There are several reasons one might wish to use ```std::vector``` over the native Rcpp vector types. First, as part of the Standard Library, ```std::vector``` is simple and well-documented. Compare [this](https://en.cppreference.com/w/cpp/container/vector) to [this](http://dirk.eddelbuettel.com/code/rcpp/html/classRcpp_1_1Vector.html). Second, using ```std::vector``` everywhere minimizes code rewrites when moving between other C++ codebases and Rcpp. Third, ```std::vector``` supports amortized-constant appending elements. This is a very common idiom in C++ coding and its absense in Rcpp is a source of frustration. Consider the following functions:
```
SEXP test_copy_chr(Rcpp::CharacterVector& x) { // no copy
RcppStdVector::std_vec_chr y; // this IS a std::vector
auto oi = std::back_inserter(y); // amortized-constant insertion
std::copy(x.begin(), x.end(), oi);
return Rcpp::wrap(y); // no copy
}
SEXP test_copy_rcpp_chr(Rcpp::CharacterVector& x) { // no copy
Rcpp::CharacterVector y; // Rcpp type
auto oi = std::back_inserter(y); // copies entire vector on each insertion
std::copy(x.begin(), x.end(), oi);
return Rcpp::wrap(y); // no copy
}
```
On my system, I get:
```
> microbenchmark(r1 <- test_copy_chr(x), r2 <- test_copy_rcpp_chr(x))
Unit: microseconds
expr min lq mean median uq max
r1 <- test_copy_chr(x) 94.811 102.117 124.4515 125.6335 129.7775 218.154
r2 <- test_copy_rcpp_chr(x) 935634.546 975367.489 1012093.6482 996092.4005 1023481.6770 1228233.548
```
where ```x``` contains 1e4 character strings. The sole drawback of this idiom is that up to 50% of the memory allocated to the ```std::vector``` may be unused.
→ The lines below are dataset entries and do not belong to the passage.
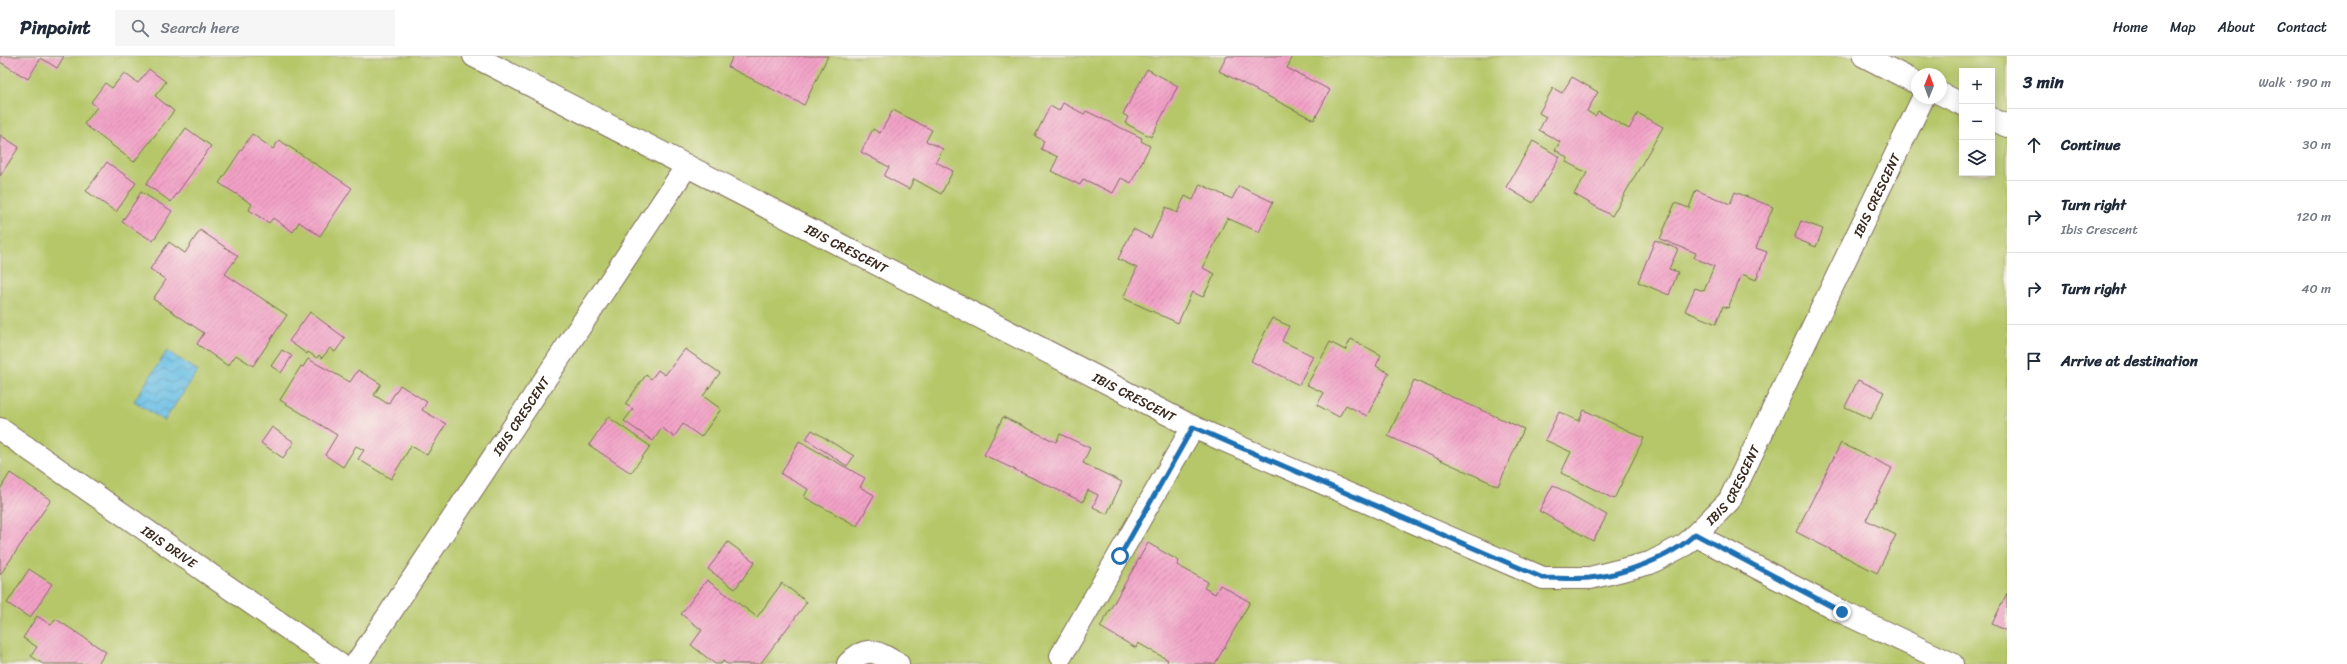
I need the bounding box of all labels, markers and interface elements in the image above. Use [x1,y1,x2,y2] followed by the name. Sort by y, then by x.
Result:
[115,10,395,46] search box
[20,11,91,44] text: Pinpoint
[161,15,240,41] text: Search here
[2113,15,2148,40] text: Home
[2170,15,2196,40] text: Map
[2218,15,2255,40] text: About
[2277,15,2327,40] text: Contact
[129,17,151,39] icon: search
[2023,67,2064,97] text: 3 min
[1911,68,1947,104] north arrow
[1959,68,1995,176] map controls
[1959,68,1995,104] button: +
[2258,71,2331,94] text: Walk · 190 m
[1959,104,1995,140] button: −
[2061,132,2121,158] text: Continue
[2302,133,2331,156] text: 30 m
[2023,134,2045,156] icon: ahead
[1959,140,1995,176] button: layers
[1846,148,1907,242] street label: IBIS CRESCENT
[2061,192,2126,218] text: Turn right
[2296,205,2331,228] text: 120 m
[2023,206,2045,228] icon: right
[800,217,893,280] street label: IBIS CRESCENT
[2061,218,2138,241] text: Ibis Crescent
[2061,276,2126,302] text: Turn right
[2301,277,2331,300] text: 40 m
[2023,278,2045,300] icon: right
[2061,348,2198,374] text: Arrive at destination
[2023,350,2045,372] icon: arrive
[1087,366,1181,429] street label: IBIS CRESCENT
[486,371,557,461] street label: IBIS CRESCENT
[1699,440,1767,531] street label: IBIS CRESCENT
[136,519,202,575] street label: IBIS DRIVE
[1111,547,1129,565] route start
[1833,603,1851,621] route end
RcppStdVector supports list and string-list types. For example the following copies a list of elements and duplicates each.
```
template <int RTYPE>
void dup_vec(SEXP& s) {
auto y = RcppStdVector::from_sexp<RTYPE>(s);
auto oi = std::back_inserter(y);
y.reserve(2 * y.size());
std::copy(RcppStdVector::begin<RTYPE>(s),
RcppStdVector::end<RTYPE>(s), oi);
s = PROTECT(Rcpp::wrap(y));
}
// [[Rcpp::export]]
SEXP test_double_it(RcppStdVector::std_vec_sxp& x) {
for (auto s = x.begin(); s != x.end(); ++s) {
switch(TYPEOF(*s)) {
case REALSXP: dup_vec<REALSXP>(*s); break;
case INTSXP: dup_vec<INTSXP>(*s); break;
case LGLSXP: dup_vec<LGLSXP>(*s); break;
case STRSXP: dup_vec<STRSXP>(*s); break;
case VECSXP: dup_vec<VECSXP>(*s); break;
default: Rcpp::stop("Unsupported column type");
}
}
UNPROTECT(x.size());
return Rcpp::wrap(x);
}
```
The reason for calling ```PROTECT``` is because when the vector ```y``` goes out of scope, its internal ```SEXP``` will be unprotected. I get the following:
```
> test_double_it(list(1:3, letters[1:3], (1:3) > 2, pi))
[[1]]
[1] 1 2 3 1 2 3
[[2]]
[1] "a" "b" "c" "a" "b" "c"
[[3]]
[1] FALSE FALSE TRUE FALSE FALSE TRUE
[[4]]
[1] 3.141593 3.141593
```
The following code demonstrates placement new construction of a ```std::vector``` over the memory owned by an R vector.
```
void test_inplace(RcppStdVector::std_ivec_int& x) {
std::transform(std::begin(x), std::end(x),
std::begin(x), [](int a){ return 2 * a; });
}
```
This function doubles each element of an R vector without ever allocating.
```
> x <- 1:10
> test_inplace(x)
> x
[1] 2 4 6 8 10 12 14 16 18 20
>
```
The basic idea of this experiment is to use the standard library components by adapting them to work on top of R's memory system. This is what I always wanted from Rcpp: a thin lightweight layer that enables use of standard C++.